§ To do
Restate the data exactly, with nothing altered.

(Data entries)
════
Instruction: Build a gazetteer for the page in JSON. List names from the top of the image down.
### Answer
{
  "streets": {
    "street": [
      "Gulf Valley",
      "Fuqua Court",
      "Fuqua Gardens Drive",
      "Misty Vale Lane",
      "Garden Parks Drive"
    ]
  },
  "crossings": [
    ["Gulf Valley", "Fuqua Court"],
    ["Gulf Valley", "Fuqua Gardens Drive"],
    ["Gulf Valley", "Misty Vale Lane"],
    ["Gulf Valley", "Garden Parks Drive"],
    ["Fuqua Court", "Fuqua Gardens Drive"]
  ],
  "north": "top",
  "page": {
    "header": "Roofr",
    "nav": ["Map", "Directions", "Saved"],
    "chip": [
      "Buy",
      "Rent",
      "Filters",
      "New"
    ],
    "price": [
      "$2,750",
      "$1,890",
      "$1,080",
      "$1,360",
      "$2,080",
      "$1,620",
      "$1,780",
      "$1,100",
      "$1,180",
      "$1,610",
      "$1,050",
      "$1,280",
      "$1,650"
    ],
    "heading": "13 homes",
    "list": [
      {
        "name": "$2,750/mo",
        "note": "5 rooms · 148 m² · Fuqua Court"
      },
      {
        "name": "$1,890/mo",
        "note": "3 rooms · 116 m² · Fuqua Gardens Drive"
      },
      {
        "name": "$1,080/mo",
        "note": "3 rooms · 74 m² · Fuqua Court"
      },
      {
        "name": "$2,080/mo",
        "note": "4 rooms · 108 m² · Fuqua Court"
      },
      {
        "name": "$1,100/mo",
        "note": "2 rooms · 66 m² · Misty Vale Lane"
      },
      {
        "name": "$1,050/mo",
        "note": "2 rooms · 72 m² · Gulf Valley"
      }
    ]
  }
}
════
§ Expected output
Instruction: Build a gazetteer for the page in JSON. List names from the top of the image down.
### Answer
{
  "streets": {
    "street": [
      "Gulf Valley",
      "Fuqua Court",
      "Fuqua Gardens Drive",
      "Misty Vale Lane",
      "Garden Parks Drive"
    ]
  },
  "crossings": [
    ["Gulf Valley", "Fuqua Court"],
    ["Gulf Valley", "Fuqua Gardens Drive"],
    ["Gulf Valley", "Misty Vale Lane"],
    ["Gulf Valley", "Garden Parks Drive"],
    ["Fuqua Court", "Fuqua Gardens Drive"]
  ],
  "north": "top",
  "page": {
    "header": "Roofr",
    "nav": ["Map", "Directions", "Saved"],
    "chip": [
      "Buy",
      "Rent",
      "Filters",
      "New"
    ],
    "price": [
      "$2,750",
      "$1,890",
      "$1,080",
      "$1,360",
      "$2,080",
      "$1,620",
      "$1,780",
      "$1,100",
      "$1,180",
      "$1,610",
      "$1,050",
      "$1,280",
      "$1,650"
    ],
    "heading": "13 homes",
    "list": [
      {
        "name": "$2,750/mo",
        "note": "5 rooms · 148 m² · Fuqua Court"
      },
      {
        "name": "$1,890/mo",
        "note": "3 rooms · 116 m² · Fuqua Gardens Drive"
      },
      {
        "name": "$1,080/mo",
        "note": "3 rooms · 74 m² · Fuqua Court"
      },
      {
        "name": "$2,080/mo",
        "note": "4 rooms · 108 m² · Fuqua Court"
      },
      {
        "name": "$1,100/mo",
        "note": "2 rooms · 66 m² · Misty Vale Lane"
      },
      {
        "name": "$1,050/mo",
        "note": "2 rooms · 72 m² · Gulf Valley"
      }
    ]
  }
}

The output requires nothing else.